Exercise brief: This exercise asks for a copy of each line in the records below with the word "limit" in it.

Information provided:
'''

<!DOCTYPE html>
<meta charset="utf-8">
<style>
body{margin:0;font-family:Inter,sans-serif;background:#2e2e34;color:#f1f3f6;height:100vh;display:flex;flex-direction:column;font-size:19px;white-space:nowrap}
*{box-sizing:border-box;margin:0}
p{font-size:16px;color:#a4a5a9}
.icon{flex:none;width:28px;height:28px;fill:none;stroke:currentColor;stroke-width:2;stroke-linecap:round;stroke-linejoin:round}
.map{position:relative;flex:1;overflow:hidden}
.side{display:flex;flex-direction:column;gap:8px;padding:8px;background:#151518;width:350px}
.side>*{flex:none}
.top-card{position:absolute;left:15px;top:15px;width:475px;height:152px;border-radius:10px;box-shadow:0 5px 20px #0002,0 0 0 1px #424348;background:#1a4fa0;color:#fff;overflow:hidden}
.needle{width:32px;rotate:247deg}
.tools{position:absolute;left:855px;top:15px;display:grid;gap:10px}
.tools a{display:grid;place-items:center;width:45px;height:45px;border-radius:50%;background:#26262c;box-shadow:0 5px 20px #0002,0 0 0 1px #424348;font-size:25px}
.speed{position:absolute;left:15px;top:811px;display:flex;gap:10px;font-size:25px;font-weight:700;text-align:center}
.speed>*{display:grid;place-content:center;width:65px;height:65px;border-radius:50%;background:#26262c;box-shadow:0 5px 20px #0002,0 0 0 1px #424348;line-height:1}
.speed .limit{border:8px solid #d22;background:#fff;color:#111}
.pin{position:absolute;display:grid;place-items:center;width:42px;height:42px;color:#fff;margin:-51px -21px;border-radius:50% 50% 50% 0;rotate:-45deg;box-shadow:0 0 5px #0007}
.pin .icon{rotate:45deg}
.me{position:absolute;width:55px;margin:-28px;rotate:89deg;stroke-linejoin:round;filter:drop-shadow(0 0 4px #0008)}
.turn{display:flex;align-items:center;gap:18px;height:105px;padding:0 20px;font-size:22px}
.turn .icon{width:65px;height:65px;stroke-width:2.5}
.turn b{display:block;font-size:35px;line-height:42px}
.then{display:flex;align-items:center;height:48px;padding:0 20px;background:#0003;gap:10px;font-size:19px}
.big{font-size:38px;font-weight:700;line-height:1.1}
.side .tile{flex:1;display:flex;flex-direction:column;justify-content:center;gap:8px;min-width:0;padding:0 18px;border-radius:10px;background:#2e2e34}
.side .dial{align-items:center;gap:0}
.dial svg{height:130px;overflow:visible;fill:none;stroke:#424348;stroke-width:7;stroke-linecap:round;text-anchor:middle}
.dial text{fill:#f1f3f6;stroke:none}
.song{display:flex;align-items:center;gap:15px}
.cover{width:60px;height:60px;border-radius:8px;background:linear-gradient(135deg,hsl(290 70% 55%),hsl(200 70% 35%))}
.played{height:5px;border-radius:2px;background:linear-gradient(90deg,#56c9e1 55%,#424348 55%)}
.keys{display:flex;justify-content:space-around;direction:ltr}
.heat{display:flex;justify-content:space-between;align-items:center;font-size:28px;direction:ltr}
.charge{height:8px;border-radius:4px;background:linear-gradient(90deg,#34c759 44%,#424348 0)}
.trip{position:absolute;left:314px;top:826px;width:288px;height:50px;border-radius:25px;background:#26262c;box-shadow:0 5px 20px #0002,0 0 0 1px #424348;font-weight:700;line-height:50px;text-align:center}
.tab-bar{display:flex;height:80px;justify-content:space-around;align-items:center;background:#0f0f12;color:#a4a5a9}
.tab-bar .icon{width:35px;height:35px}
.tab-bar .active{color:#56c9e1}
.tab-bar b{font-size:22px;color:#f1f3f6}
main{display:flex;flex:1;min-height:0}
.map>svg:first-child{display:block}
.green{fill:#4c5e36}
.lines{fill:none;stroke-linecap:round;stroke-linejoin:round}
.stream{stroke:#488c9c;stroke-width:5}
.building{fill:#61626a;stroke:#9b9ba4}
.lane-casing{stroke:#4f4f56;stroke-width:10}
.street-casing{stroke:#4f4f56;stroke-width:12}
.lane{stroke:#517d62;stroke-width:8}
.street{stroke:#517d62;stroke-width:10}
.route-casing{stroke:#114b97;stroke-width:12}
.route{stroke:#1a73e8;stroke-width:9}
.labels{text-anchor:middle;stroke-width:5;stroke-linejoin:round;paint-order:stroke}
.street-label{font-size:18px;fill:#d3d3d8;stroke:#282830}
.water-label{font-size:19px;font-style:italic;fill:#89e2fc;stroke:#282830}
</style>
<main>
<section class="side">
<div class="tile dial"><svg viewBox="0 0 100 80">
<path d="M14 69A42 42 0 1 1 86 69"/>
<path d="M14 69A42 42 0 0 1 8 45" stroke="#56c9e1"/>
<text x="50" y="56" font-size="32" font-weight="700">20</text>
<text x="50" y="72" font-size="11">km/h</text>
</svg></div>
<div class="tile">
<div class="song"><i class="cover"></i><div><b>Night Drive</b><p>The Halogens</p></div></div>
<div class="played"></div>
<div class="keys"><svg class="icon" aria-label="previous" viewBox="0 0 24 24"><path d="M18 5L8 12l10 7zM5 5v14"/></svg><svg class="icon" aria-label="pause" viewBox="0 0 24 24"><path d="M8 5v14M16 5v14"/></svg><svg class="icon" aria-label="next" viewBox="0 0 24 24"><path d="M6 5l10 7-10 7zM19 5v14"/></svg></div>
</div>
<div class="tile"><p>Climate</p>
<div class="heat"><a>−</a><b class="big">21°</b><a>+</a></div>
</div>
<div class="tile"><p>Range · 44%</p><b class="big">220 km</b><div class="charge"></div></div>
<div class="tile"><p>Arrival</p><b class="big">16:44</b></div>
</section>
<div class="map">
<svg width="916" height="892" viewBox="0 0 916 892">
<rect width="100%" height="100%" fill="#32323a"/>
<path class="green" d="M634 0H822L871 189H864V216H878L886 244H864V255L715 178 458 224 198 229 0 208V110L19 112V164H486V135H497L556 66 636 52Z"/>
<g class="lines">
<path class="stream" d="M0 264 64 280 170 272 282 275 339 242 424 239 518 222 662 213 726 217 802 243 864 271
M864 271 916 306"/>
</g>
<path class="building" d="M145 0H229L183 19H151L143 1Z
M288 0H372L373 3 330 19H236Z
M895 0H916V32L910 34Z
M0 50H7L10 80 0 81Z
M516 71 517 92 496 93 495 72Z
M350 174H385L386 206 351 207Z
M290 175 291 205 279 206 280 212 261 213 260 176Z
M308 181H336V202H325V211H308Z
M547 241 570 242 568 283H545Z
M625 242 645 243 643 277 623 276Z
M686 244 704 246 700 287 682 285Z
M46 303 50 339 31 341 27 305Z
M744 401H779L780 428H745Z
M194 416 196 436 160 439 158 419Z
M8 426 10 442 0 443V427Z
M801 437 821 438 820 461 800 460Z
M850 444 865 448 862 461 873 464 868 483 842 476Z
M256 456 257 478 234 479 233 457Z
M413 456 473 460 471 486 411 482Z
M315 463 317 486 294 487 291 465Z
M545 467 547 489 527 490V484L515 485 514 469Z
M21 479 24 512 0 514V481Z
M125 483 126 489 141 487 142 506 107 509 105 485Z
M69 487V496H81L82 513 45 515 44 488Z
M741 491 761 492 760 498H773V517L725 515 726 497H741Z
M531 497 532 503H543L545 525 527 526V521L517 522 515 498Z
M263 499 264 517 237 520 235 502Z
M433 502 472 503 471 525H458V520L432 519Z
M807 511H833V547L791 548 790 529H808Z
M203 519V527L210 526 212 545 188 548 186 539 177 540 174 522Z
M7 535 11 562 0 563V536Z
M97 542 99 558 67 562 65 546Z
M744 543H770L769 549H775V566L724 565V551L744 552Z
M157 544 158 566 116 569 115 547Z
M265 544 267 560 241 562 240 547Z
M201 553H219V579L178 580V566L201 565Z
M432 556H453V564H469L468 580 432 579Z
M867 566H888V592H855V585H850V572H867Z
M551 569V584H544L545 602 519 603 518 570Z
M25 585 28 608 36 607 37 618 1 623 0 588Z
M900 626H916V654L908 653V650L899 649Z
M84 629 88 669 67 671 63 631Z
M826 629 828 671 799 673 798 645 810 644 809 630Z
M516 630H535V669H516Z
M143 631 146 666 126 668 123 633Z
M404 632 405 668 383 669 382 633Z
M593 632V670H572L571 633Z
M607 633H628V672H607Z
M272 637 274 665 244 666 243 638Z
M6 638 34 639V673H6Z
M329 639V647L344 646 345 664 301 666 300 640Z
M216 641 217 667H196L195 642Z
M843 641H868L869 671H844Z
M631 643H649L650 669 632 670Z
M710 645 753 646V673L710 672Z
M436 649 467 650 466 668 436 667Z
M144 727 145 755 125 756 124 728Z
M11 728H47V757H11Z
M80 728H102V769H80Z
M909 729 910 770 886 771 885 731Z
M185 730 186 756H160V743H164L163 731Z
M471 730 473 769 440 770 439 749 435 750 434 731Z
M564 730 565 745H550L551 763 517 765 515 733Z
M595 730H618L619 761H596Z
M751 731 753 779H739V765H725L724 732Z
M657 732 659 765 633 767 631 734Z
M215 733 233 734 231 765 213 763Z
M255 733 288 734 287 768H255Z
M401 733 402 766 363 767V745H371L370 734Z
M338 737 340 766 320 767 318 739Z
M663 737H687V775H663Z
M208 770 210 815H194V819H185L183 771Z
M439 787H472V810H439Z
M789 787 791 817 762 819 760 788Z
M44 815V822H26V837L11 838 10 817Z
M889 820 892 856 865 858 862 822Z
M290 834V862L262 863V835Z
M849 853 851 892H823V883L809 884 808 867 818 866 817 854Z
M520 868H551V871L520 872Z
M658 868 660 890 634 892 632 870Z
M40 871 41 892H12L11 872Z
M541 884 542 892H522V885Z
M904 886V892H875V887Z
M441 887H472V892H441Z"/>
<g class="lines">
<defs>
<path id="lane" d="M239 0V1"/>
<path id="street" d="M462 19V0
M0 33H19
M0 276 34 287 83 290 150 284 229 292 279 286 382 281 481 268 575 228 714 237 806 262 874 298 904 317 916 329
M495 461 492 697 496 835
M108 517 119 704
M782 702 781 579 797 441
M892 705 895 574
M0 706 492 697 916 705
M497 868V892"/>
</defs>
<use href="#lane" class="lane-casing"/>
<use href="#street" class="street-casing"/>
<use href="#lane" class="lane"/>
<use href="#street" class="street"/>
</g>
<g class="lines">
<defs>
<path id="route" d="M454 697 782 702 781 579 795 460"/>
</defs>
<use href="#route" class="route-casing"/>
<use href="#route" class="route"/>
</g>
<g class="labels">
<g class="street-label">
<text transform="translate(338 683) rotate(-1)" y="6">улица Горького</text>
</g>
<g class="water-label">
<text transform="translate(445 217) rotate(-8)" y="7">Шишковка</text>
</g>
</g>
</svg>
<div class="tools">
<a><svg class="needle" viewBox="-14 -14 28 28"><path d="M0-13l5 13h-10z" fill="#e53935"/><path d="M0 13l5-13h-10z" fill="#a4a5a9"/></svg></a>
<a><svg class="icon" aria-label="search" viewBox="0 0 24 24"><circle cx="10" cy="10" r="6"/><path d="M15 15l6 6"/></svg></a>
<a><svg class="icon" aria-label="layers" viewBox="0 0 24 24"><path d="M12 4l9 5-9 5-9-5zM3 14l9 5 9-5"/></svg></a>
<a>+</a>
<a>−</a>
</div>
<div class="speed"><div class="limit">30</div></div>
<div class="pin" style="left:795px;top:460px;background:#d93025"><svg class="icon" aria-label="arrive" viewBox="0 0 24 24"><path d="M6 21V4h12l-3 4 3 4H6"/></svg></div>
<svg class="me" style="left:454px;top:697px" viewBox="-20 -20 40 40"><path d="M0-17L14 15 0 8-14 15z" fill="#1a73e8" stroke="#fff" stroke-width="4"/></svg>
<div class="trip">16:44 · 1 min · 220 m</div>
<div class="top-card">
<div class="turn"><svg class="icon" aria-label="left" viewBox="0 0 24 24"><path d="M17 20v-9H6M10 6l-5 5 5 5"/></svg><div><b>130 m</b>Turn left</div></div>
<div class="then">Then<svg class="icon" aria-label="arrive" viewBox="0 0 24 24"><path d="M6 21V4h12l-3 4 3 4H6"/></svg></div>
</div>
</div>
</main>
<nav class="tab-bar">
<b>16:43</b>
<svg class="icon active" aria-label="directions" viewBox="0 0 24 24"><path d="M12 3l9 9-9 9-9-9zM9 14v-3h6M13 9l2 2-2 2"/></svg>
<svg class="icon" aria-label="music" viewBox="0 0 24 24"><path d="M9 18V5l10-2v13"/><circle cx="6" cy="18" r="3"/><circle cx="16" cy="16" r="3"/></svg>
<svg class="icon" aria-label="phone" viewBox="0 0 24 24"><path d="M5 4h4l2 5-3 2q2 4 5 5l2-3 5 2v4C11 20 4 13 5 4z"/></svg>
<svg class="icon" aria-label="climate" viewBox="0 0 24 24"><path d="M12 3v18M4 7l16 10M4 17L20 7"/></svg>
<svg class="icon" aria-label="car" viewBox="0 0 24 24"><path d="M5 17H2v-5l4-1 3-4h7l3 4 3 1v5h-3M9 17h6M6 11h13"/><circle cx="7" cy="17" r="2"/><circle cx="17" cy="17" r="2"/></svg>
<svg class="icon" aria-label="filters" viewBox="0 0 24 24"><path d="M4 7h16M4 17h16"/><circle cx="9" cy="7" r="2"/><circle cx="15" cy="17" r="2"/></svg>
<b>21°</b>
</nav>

'''

Exercise answer:
.speed .limit{border:8px solid #d22;background:#fff;color:#111}
<div class="speed"><div class="limit">30</div></div>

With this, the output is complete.